I cannot express in words how incredibly grateful I am to my supervisor, Dr. Jennie Lee, for all her support and guidance on my thesis. I extend my gratitude to the undergraduate research team for their collaborative efforts in data collection.
I’m also thankful to my friends and family for all their support and love.
I would like to thank the people, without whom I would not have been able to complete my thesis:
My chief, Dr. Anna Wyatt, who has been a pillar of unwavering support. My undergraduate research team for all their assistance in data collection. My special thanks to John and Kim, whose discussions and critiques of my research inspired me to think outside the box.
To my incredible family and friends for their love and patience through all my (frequent) grumpy days. And to Martha—for believing in me.

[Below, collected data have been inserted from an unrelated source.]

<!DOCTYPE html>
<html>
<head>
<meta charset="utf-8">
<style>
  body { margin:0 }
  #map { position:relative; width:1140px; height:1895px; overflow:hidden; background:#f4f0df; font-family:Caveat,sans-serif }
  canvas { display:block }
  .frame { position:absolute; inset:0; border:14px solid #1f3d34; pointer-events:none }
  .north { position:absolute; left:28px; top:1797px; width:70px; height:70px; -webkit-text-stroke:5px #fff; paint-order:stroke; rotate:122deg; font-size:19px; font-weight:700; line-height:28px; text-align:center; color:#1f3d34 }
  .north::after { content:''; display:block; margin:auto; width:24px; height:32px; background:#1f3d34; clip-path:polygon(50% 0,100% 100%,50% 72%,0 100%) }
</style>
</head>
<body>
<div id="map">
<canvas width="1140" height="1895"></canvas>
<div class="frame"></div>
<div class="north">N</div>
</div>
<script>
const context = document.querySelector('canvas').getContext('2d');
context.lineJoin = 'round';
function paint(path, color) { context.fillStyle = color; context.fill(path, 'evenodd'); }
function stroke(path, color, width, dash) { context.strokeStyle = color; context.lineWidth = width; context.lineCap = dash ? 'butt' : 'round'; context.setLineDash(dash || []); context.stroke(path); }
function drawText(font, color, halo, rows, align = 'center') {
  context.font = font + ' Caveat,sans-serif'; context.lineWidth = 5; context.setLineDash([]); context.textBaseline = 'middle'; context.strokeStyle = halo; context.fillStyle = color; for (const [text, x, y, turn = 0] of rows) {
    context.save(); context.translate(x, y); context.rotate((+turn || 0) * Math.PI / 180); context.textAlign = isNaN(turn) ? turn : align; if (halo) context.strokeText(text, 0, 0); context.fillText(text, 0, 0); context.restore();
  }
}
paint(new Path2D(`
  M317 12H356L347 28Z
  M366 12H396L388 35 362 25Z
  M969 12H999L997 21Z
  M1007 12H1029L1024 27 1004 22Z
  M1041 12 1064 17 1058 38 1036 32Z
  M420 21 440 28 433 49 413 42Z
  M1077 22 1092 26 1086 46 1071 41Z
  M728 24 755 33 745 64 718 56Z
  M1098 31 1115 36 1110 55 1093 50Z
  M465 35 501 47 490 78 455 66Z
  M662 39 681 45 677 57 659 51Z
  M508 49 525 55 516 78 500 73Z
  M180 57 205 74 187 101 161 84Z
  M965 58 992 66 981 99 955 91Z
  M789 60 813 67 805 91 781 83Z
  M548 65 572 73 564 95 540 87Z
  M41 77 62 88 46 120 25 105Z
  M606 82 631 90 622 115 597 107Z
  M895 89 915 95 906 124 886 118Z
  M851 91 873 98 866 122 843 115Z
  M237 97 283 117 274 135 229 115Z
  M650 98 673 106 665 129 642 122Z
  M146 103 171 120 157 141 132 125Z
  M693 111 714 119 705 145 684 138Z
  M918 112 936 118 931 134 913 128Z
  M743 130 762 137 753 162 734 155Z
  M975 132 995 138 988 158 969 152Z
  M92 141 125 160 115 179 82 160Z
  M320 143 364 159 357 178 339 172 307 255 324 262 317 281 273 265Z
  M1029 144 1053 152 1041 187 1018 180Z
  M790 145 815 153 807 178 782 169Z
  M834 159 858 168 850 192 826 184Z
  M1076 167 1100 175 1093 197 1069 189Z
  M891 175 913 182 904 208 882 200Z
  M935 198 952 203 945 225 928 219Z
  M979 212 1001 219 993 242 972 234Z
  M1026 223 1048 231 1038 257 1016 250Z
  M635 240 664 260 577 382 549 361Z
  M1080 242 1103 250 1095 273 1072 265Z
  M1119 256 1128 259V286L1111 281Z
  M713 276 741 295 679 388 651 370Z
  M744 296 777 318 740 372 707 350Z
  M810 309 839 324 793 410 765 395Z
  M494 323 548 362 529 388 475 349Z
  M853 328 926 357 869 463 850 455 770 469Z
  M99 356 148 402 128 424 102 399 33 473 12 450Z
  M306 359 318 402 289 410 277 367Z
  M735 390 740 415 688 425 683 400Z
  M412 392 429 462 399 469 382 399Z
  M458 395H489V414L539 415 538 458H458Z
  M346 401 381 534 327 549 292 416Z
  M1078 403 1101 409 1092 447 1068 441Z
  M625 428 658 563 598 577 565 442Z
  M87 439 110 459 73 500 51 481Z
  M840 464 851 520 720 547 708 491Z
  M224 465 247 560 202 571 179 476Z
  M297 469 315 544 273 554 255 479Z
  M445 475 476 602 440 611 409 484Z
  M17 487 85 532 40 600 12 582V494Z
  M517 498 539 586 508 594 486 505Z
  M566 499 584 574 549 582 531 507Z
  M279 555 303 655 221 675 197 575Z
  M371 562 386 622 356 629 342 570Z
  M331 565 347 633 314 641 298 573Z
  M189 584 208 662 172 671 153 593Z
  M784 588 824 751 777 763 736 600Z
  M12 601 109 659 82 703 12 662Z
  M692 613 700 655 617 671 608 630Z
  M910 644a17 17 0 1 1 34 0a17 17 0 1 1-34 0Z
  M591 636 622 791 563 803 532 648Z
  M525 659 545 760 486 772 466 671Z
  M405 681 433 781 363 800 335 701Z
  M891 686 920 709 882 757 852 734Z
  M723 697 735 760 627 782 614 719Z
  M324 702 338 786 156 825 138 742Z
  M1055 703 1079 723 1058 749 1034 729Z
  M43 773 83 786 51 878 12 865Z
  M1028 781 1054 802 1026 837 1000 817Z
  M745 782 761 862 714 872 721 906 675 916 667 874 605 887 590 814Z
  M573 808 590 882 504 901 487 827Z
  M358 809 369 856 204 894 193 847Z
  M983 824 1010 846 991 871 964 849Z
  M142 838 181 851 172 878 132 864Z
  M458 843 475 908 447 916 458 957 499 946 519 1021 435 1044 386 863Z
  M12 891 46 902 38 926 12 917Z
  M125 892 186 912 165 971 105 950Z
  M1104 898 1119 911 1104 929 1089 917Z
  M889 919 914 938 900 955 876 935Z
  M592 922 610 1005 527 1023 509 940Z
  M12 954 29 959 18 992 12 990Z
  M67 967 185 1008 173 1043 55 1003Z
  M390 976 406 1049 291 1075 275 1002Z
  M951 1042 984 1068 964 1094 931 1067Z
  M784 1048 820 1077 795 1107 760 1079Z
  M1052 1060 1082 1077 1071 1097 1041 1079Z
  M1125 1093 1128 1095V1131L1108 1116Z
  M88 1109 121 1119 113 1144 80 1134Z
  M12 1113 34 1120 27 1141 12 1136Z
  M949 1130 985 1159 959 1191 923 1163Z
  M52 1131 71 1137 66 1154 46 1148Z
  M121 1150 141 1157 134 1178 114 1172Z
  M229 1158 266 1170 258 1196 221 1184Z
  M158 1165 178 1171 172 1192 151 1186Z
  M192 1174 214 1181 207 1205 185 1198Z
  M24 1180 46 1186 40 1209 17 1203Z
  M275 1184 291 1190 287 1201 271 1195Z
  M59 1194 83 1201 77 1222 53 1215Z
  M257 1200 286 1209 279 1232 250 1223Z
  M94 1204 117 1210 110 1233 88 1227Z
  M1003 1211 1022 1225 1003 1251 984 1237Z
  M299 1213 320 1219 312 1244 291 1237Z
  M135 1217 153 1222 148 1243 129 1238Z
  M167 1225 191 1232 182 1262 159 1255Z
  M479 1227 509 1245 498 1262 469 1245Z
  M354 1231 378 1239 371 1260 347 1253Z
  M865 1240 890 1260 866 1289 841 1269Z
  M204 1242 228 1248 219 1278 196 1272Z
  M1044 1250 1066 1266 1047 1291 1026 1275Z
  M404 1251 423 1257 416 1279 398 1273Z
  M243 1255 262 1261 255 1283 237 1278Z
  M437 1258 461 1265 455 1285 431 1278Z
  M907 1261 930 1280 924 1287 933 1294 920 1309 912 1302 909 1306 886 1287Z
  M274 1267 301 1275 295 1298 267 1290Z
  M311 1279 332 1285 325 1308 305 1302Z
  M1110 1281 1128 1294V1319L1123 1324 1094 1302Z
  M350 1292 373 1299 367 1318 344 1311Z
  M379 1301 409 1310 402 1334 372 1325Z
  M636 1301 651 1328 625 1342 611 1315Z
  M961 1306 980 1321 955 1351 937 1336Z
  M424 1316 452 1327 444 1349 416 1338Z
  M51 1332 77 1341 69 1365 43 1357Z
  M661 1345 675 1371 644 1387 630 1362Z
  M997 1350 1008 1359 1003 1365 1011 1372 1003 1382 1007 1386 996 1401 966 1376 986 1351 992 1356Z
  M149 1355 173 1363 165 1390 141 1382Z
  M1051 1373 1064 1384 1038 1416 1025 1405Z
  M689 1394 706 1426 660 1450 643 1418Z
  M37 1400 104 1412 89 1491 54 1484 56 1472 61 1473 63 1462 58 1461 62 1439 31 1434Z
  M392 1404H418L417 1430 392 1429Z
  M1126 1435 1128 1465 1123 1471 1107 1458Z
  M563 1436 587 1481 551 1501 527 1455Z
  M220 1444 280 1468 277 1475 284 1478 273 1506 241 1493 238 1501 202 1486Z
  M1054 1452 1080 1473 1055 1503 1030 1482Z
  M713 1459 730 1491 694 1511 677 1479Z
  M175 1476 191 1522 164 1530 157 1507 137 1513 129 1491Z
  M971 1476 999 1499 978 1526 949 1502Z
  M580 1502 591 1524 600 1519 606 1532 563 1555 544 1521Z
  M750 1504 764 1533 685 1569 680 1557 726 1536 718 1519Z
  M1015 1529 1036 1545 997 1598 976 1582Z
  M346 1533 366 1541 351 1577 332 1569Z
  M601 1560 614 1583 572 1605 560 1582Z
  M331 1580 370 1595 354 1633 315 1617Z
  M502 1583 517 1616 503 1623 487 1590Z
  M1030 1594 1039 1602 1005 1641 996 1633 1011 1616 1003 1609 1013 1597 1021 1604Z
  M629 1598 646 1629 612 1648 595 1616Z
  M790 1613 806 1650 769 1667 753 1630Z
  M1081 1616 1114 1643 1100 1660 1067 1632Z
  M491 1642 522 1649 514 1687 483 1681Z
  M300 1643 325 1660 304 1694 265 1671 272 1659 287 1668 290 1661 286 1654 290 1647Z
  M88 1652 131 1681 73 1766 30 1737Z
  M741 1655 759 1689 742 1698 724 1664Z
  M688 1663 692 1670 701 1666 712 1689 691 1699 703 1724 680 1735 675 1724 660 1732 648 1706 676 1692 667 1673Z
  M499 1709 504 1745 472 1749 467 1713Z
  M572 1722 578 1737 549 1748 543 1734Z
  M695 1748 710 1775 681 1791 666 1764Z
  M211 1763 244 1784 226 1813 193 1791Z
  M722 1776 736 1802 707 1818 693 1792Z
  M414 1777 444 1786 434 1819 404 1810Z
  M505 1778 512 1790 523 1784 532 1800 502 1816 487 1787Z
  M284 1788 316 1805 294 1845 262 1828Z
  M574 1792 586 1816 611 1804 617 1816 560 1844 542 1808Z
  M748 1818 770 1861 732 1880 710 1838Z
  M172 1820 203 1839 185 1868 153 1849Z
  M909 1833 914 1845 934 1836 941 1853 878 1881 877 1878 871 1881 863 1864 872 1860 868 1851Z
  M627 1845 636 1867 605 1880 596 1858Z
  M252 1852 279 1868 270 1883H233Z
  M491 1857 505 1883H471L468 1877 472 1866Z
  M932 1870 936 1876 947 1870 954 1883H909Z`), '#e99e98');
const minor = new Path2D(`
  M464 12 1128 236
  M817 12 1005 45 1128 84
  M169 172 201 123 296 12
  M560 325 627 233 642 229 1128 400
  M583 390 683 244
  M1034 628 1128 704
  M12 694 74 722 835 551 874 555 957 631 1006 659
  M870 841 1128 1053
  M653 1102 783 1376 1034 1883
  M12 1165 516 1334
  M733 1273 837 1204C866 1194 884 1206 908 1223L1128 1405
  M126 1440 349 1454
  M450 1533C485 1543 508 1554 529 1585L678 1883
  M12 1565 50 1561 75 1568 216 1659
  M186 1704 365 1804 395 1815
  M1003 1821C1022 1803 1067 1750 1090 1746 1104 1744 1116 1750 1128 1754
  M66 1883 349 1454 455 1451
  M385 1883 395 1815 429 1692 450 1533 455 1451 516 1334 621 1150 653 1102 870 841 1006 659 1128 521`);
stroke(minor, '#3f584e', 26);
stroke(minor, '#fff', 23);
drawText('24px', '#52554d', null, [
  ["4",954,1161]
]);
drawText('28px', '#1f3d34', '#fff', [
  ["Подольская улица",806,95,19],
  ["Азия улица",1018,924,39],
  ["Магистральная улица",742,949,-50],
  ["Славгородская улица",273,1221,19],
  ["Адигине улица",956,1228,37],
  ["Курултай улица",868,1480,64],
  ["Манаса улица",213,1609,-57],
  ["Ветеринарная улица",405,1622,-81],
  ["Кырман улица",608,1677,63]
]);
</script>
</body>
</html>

I express the deepest gratitude to my supervisors, Prof. Molly Wallace and Dr. Helen O’Neal, for their guidance and direction throughout my research. Their immense knowledge and field expertise were valuable resources I’m incredibly grateful for. I would also extend my thanks to Dr. John Hart for all the technical assistance.
I would also like to thank my peers and friends at Cardiff for making this journey so much easier for me.
Special thanks to my parents, who never failed to believe in my abilities, and my sister for all the homemade food she sent over through the years.
Can I acknowledge myself in my dissertation?
While there’s no rule that says you can’t, it’s preferable not to do so. This is because the acknowledgment section is usually reserved for the people who helped your research see the light of day. Thanking yourself may project a conceited personality on anyone who reads it.
How do you thank someone in a dissertation?
The best way to thank someone is to mention you acknowledge their support and then explain what they helped you with.
What is a good sentence for acknowledgment?
Good acknowledgments start with:
- I gratefully acknowledge the assistance and support of…
- I’m deeply indebted to…
- My thanks to…
- I’d like to extend my deepest gratitude to…
- I’d like to recognize the assistance of…
You can use many other variations based on these options. Have a look at the examples in this post.
How long should an acknowledgment be?
Your acknowledgment section should be one page at max. Please do not exceed it.